***** DATA PROVIDED *****

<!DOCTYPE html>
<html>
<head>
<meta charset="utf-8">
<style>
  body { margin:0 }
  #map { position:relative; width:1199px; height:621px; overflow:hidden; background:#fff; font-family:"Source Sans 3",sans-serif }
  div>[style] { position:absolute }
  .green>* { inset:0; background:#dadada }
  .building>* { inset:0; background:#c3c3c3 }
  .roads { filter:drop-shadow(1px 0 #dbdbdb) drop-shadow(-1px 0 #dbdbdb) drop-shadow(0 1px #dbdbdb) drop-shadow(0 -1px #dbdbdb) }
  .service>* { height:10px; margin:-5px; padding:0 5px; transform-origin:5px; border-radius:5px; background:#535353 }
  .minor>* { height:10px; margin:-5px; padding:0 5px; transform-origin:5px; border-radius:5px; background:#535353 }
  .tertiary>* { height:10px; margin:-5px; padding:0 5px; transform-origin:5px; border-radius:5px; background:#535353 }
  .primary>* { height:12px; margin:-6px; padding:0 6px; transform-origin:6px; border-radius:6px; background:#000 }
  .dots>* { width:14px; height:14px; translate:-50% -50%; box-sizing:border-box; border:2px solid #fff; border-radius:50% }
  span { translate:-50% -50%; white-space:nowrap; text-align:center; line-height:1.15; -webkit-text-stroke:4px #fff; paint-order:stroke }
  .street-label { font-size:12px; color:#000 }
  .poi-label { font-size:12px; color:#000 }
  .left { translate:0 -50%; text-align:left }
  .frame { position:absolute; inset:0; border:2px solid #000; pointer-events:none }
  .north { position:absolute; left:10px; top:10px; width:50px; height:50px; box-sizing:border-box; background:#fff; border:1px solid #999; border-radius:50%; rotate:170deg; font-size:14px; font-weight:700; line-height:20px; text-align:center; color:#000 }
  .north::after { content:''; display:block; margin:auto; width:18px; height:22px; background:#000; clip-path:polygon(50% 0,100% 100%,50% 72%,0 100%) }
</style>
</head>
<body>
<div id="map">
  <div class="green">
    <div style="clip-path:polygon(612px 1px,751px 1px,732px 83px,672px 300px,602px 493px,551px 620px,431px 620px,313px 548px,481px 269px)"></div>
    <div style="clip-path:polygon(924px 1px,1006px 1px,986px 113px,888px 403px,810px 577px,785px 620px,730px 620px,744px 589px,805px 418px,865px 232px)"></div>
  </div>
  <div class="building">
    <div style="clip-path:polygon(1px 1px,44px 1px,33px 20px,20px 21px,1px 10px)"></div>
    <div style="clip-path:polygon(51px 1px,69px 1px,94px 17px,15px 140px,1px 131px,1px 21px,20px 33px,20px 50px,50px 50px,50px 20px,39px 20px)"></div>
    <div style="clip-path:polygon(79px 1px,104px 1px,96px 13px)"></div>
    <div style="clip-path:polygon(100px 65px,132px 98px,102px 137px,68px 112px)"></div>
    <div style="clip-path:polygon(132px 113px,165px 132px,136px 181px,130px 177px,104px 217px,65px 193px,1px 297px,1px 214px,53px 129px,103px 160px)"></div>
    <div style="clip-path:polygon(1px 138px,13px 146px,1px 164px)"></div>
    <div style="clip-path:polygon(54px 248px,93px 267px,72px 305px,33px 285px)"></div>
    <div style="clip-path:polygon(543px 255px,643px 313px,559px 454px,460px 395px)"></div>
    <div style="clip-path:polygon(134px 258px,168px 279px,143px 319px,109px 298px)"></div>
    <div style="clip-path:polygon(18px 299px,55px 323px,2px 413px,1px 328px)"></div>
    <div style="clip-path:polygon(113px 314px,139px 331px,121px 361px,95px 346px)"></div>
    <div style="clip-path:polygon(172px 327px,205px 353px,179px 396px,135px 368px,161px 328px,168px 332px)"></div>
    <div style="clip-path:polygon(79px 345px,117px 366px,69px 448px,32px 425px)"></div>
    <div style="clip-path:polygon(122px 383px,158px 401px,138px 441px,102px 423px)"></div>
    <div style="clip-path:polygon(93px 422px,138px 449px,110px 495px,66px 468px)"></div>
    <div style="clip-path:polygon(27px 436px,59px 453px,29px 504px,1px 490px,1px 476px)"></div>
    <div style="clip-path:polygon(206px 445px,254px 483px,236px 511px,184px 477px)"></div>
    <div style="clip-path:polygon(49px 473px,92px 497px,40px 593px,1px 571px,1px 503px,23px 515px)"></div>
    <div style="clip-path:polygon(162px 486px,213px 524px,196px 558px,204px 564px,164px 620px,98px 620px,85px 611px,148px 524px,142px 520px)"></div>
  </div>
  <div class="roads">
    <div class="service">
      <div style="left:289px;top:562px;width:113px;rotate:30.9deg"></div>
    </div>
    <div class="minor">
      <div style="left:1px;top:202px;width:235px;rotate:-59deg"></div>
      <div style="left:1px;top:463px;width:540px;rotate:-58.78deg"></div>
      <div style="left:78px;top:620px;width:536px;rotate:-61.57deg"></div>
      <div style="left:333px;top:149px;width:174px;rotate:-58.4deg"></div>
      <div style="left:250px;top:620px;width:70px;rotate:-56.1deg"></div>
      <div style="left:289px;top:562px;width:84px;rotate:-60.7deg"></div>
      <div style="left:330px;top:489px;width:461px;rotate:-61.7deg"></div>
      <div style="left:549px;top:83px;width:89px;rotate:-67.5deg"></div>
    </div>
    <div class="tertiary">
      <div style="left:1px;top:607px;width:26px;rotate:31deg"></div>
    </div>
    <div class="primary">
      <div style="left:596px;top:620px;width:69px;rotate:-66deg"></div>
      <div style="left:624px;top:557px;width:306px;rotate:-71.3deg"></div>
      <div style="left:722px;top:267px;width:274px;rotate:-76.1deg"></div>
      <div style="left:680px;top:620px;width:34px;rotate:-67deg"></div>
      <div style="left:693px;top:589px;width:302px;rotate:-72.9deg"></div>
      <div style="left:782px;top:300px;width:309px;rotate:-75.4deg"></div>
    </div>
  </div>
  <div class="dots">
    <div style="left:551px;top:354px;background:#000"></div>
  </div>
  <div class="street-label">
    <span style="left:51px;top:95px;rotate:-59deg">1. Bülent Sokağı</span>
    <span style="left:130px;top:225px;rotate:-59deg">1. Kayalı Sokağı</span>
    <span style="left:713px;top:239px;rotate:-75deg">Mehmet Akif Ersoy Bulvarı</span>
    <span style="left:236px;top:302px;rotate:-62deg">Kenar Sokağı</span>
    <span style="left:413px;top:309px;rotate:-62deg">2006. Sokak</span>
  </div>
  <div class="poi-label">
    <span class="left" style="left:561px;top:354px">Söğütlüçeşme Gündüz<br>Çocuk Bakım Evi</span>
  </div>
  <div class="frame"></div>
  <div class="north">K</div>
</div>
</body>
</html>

*****

WHAT THIS TASK INVOLVES.
Note every line of the records that holds the word "service", and copy it.

YOUR RESPONSE.
  .service>* { height:10px; margin:-5px; padding:0 5px; transform-origin:5px; border-radius:5px; background:#535353 }
    <div class="service">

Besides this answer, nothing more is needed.